It's just possible that Apple's plans go way beyond making cars...
This is a bit off topic but in an unfanatical way we like to keep track of developments at Apple, and this seems like a big one. You'll have heard about it already. Apple, it seems, is getting into the car business. Not just putting iPads in dashboards, but actually making cars.
That seems like important news, so let's try to refine it. These are, after all, only rumours. But if this is true, what might follow is even bigger news. We'll come to that in a minute.
The minimum this could mean is that Apple is actually trying to get into car electronics and computing systems. With all due respect to existing car manufacturers, the level of computing in cars is lamentable. It's getting better, of course, but you can't help feeling that it's always several years behind the latest developments in (for example) Android or anything from the Apple ecosystem.
Definitely time for a change.
Some commentators have suggested that Apple will buy Tesla, which makes electric cars that seem years ahead of the competition. That wouldn't be cheap, and nor would the results really be "Apple Cars", although in the unlikely event of that happening, you can bet that some automotive equivalent of Jonny Ive would change the look of them completely. But surely it would be cheaper and probably just as effective in the long term for Apple to poach or cajole Tesla employees to move across?
If Apple is designing a car, it is going to be in it for the long game. Which means that it is not designing it for now, but for what the world will be like in seven to ten years. And with exponential technology, you can bet it's going to be very different.
So it will probably be driverless, and it will most likely run on electricity. This is where the big news comes (if we're right about this). Because the big news is not that Apple is building an electric car, but that Apple is going to become an energy provider.
It's maybe even obvious when you think about it.
Apple is now (whether entirely of its own volition or to appease its shareholders) a very green company, at least on the surface. None of its data centres, nor its new Cupertino headquarters, will use conventionally sourced power. Apple has solar PV plants in multiple locations and it is clear that this is something it wants to grow.
I think they will use the car project as a Trojan horse to get a dominant share of the US energy market, and the way they will do it is by providing a network of charging stations for the cars, powered by their own renewable energy resources. Apple car owners will have proprietary connectors to the charging points. Owners will only be able to buy Apple electricity.
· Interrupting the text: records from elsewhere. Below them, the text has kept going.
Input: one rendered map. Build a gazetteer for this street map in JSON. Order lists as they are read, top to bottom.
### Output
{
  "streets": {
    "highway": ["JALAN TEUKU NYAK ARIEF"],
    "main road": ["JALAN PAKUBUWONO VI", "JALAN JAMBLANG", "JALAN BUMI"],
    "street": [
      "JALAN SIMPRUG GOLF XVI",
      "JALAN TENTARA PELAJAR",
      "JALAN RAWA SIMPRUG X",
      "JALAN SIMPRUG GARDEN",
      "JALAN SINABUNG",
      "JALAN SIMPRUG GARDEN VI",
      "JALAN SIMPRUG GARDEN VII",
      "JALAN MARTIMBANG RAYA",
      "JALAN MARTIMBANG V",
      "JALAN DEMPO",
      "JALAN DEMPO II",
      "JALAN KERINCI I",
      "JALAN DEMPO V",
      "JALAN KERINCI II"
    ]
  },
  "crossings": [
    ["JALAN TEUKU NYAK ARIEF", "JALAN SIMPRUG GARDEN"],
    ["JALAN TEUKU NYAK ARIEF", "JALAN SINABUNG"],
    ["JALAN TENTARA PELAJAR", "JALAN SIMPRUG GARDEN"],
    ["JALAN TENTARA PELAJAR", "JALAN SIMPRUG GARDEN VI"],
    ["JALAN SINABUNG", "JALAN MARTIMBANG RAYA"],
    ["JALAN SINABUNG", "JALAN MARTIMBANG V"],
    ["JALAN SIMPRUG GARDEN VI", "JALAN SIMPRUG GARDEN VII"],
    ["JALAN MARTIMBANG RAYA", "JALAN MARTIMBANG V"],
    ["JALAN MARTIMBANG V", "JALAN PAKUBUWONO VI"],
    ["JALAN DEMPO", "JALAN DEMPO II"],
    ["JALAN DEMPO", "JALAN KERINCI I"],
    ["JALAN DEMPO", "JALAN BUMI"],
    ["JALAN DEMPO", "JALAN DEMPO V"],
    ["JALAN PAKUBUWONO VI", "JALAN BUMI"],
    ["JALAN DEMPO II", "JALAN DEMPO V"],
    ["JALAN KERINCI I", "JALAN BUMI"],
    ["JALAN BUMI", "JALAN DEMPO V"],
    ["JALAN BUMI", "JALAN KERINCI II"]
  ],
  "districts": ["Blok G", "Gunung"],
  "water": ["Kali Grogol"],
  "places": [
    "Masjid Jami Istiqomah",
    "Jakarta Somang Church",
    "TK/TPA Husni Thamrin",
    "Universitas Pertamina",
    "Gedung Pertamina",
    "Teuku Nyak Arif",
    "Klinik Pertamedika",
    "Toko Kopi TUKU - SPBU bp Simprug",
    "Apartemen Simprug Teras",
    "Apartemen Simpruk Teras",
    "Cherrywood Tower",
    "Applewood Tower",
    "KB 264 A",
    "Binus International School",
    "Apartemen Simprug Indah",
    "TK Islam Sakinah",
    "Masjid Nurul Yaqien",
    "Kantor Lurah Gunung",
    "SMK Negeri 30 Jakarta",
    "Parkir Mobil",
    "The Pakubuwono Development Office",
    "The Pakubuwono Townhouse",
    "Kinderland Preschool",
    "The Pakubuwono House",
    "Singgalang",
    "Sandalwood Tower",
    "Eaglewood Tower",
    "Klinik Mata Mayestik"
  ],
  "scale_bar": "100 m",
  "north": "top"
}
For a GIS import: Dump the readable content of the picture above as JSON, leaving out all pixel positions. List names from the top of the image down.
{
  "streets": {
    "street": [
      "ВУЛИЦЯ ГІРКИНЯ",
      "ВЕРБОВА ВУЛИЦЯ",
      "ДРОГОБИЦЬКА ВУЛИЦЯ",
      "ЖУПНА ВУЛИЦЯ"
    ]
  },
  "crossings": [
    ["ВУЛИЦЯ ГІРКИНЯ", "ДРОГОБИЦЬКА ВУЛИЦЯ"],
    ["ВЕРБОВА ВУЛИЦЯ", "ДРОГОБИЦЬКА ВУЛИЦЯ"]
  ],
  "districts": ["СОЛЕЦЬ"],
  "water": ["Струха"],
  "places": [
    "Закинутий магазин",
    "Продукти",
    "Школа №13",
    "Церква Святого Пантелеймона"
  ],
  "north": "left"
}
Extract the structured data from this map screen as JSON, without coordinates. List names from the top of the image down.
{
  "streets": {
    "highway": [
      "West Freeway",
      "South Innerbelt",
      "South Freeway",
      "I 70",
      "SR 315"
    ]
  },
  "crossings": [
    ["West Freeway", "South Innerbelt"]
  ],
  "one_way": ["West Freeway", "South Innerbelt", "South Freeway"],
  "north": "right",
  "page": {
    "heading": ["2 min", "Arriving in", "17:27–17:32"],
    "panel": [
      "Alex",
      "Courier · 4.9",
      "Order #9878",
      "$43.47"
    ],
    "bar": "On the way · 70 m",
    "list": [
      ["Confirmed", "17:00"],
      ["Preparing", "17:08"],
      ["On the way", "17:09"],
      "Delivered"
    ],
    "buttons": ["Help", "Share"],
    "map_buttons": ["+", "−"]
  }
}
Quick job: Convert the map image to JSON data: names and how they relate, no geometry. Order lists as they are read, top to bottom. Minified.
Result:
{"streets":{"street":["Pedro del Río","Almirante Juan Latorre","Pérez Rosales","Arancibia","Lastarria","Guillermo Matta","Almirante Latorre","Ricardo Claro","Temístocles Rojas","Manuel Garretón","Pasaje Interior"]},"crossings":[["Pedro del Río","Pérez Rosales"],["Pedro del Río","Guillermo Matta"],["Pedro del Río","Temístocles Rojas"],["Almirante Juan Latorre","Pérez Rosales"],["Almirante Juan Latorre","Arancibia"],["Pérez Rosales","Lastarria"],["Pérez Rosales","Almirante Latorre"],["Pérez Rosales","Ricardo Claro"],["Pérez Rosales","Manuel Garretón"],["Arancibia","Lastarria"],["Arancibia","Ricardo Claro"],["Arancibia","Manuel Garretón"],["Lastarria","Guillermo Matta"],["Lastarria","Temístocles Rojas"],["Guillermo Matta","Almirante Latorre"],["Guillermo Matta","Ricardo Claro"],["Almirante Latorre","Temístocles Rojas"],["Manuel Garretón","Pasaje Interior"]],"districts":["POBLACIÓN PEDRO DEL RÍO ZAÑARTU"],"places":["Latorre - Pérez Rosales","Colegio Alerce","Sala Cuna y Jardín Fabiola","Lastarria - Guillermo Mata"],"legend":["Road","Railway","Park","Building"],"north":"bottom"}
No fossil fuels will be used in the fueling of Apple cars.
To do this, Apple will need massive solar farms - but not as massive as you'd think. If we're looking ten years in the future, that's plenty of time for photovoltaic technology to improve around fifty-fold, because PV is on Moore's law. So what would take fifty acres of solar cells today would need only one by the time the network was rolled out.
The snag, of course, with renewables is that when it's dark, or when it's not windy, you don't get any power, and the answer to that is batteries. As Tesla has shown, batteries are everything to an electric car business plan. That's why they're building their GigaFactory to make future-generation batteries.
Batteries are unfortunately not on Moore's law, but they are improving. There's nothing to stop Apple building their own Gigafactory, and once the batteries are in production, they could use them for anything. Other commentators have suggested that Tesla could sell batteries to house owners so that they could keep their kettles boiling at night. Apple could do this as well.
Could Apple become an energy provider? It fits perfectly with their green aspirations. Making cars is a clever way to lock people into their green electricity network. But it's not easy to become the equivalent of an energy utility company.
That didn't stop Apple making a telephone, which has become one of the most successful, and most disruptive products in history. How did they bring out a phone that was so far ahead of everyone else? By looking ahead about seven or ten years.